Stephan Enter: Grip
Het prachtige “Pastorale” (2019; 4*) van Stephan Enter noopte tot een inhaalslag die in alle leesdrukte langzaam maar gestaag op gang komt. Het begon met zijn debuut, de verhalenbundel “Winterhanden” uit 1999 (4*), en nu is dan Enters derde roman “Grip” uit 2011 aan de beurt.
Een groepje bevriende alpinisten heeft twintig jaar geleden een avontuurlijke klimtocht gemaakt op de zeer noordelijk gelegen Noorse Lofoten. De vier hebben een reünie afgesproken ten huize van twee van hen, Martin Beers en Lotte de Greve. Dezen zijn met elkaar getrouwd, hebben een dochter Fiona en wonen in Wales in de buurt van Swansea. Martin staat op de nominatie om hoogleraar te worden.

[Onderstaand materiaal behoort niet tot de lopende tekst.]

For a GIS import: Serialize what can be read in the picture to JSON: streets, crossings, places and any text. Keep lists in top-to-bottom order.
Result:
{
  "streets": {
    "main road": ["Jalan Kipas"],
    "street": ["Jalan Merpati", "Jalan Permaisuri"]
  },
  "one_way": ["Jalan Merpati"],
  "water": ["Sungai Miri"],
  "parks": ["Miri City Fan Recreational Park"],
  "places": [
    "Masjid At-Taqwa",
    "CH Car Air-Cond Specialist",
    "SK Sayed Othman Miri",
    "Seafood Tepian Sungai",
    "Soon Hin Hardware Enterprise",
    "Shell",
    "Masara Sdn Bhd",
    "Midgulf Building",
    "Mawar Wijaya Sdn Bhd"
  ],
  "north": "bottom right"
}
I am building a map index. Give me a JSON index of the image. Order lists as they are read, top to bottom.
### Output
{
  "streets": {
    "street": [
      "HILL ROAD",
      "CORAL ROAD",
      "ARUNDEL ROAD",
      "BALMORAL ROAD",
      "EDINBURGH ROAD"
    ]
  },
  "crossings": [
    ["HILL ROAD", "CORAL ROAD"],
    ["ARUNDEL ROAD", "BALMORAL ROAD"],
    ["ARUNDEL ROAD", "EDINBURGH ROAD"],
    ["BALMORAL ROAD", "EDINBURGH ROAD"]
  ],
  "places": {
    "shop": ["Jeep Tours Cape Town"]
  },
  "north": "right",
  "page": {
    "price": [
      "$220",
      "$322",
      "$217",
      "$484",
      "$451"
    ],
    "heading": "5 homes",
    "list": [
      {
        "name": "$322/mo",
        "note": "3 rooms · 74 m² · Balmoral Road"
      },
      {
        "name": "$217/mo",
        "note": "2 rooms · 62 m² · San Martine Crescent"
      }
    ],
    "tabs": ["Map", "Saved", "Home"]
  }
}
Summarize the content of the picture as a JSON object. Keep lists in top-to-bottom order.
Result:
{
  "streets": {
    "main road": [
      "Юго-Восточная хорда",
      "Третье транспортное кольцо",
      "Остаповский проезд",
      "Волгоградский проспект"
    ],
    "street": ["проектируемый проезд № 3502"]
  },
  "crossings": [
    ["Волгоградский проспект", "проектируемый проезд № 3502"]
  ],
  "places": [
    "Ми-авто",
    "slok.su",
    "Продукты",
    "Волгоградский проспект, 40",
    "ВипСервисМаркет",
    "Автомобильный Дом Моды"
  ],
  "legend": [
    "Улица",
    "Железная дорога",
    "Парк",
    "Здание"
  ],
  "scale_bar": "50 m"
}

Op weg naar Wales ontmoeten Vincent Voogd en Paul van
Woerden elkaar op het station Bruxelles Midi, alwaar hun reis naar Wales met de
Eurostar begint. Vincent is overgekomen uit het verre Tokyo, waar hij woont en
werkt.
“Paul was vanaf het
eerste moment geïmponeerd, niet zozeer door Vincents acties of de anekdotes
over hem maar door het gebrek aan aarzeling, het volslagen gemak waarmee
Vincent zich bewoog en handelde.”
In de trein krijgt een van de mannen een flashback van een
incident op de Lofoten, waarbij Lotte betrokken was. De natuur op de Lofoten
wordt daarbij prachtig beschreven.
“In de diepte aan een
kant lag de zee, gedrenkt in een gedempte schittering waaruit heel ijl het
gepruttel van een vissersboot opsteeg en aan de horizon, honderd kilometer
verder, schemerden als verre wolken de bergen op het Noorse vasteland.”
De treinreis voert Vincent en Paul langs Cardiff. Een
troosteloze plaats, zo lijkt het uit dit fraaie beeld.
“Daar lichtte één
diepblauw geverfd huisje op, een gentiaan in dor gras.”
Voorbij Cardiff wordt het landschap snel aangenamer.
“In tegenstelling tot
in Nederland stonden hier losse bomen in weilanden, mochten beekjes slalommen
en over zichzelf struikelen, zagen geploegde akkers er niet uit of ze voor de
zondag waren aangeharkt.”
Als Vincent en Paul na de lange treinreis worden afgehaald
door Martin en diens dochter Fiona, volgt een busreis. Die wordt op verzoek van
Martin onderweg afgebroken om het laatste stuk al wandelend af te leggen langs
de prachtige baaien en dito stranden. Tijdens die voettocht vecht Vincent
inwendig met zijn verleden en raakt in de problemen. Het boek eindigt met twee
cliffhangers, een figuurlijke en een letterlijke.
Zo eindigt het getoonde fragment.